El diputado Guillermo Chifflet (ps, ep-fa), miembro
de la Comisión de Derechos Humanos, dijo a BRECHA al cierre de esta edición que
reclamará en la reunión de hoy, viernes, de la comisión especial que estudia la
situación carcelaria, la designación de un médico independiente para que examine a los
presos que están aislados en el sótano. "Si se comprueba la más mínima agresión,
exigiré la inmediata destitución de toda la jefatura." Chifflet dijo que no le
constaba que hubieran ocurrido represalias de ese tipo, pero sí confirmó que la Brigada
de Transportes que trasladó a 42 presos del penal de Libertad hasta el Comcar, en
Santiago Vázquez, se ensañó con los trasladados, que fueron golpeados en los vehículos
y a quienes les robaron cadenas y anillos.

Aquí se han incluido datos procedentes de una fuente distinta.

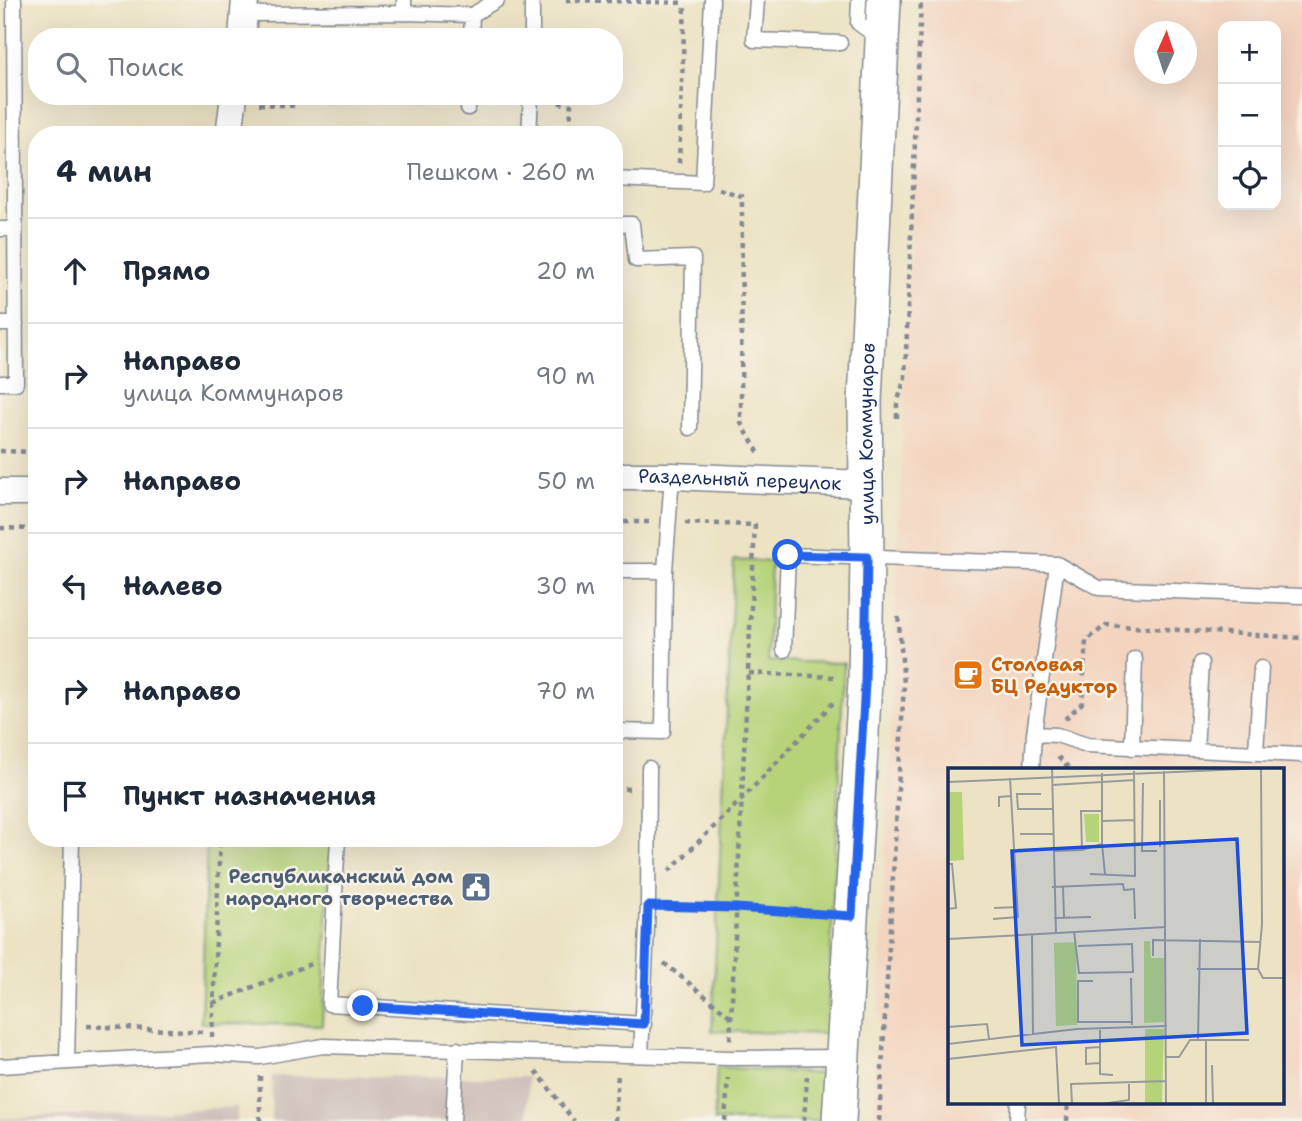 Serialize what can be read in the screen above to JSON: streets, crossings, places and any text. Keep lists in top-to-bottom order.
{
  "streets": {
    "street": ["улица Коммунаров", "Раздельный переулок"]
  },
  "crossings": [
    ["улица Коммунаров", "Раздельный переулок"]
  ],
  "places": {
    "cafe": ["Столовая БЦ Редуктор"],
    "public building": ["Республиканский дом народного творчества"]
  },
  "north": "top",
  "page": {
    "map_buttons": ["+", "−"],
    "search": "Поиск",
    "heading": ["4 мин", "Пешком · 260 m"],
    "list": [
      ["Прямо", "20 m"],
      ["Направо", "улица Коммунаров", "90 m"],
      ["Направо", "50 m"],
      ["Налево", "30 m"],
      ["Направо", "70 m"],
      "Пункт назначения"
    ]
  }
}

El punto era particularmente sensible, porque toda
la solución de la crisis que se disparó el viernes 1 en Libertad reposaba en el
compromiso de que no habría represalias, ni individuales, ni colectivas, contra los
reclusos que protagonizaron los incidentes. La negociación se instaló en el anochecer
del sábado 2, cuando ya hacía 24 horas que unos 350 reclusos habían comenzado la
sistemática destrucción de las instalaciones, después de retener a siete policías como
rehenes.
"Queremos romper el penal porque aquí no se
puede vivir", gritaban desde la azotea algunos presos que mantenían a los policías
sobre el pretil. Densas columnas de humo evidenciaban la decisión de quemar todo lo
combustible, mientras el ruido en el celdario era ensordecedor, a medida que se quitaban
las puertas de las celdas y se picaban las paredes para desempotrar las rejas.
Desde el momento en que comenzó la revuelta, las
autoridades de la cárcel ordenaron el corte de la luz y el agua, una medida inevitable
para impedir cortocircuitos e inundaciones por la rotura de las instalaciones eléctricas
y de los caños de desagüe. Sin agua, sin luz y sin comida, los presos comieron palomas y
durmieron entre los escombros. Afuera, el perímetro de la cárcel, cuya vigilancia -por
un decreto del Poder Ejecutivo de octubre de 1997- está a cargo del Ejército, fue
reforzado con tanquetas que se apostaron cerca de los alambrados.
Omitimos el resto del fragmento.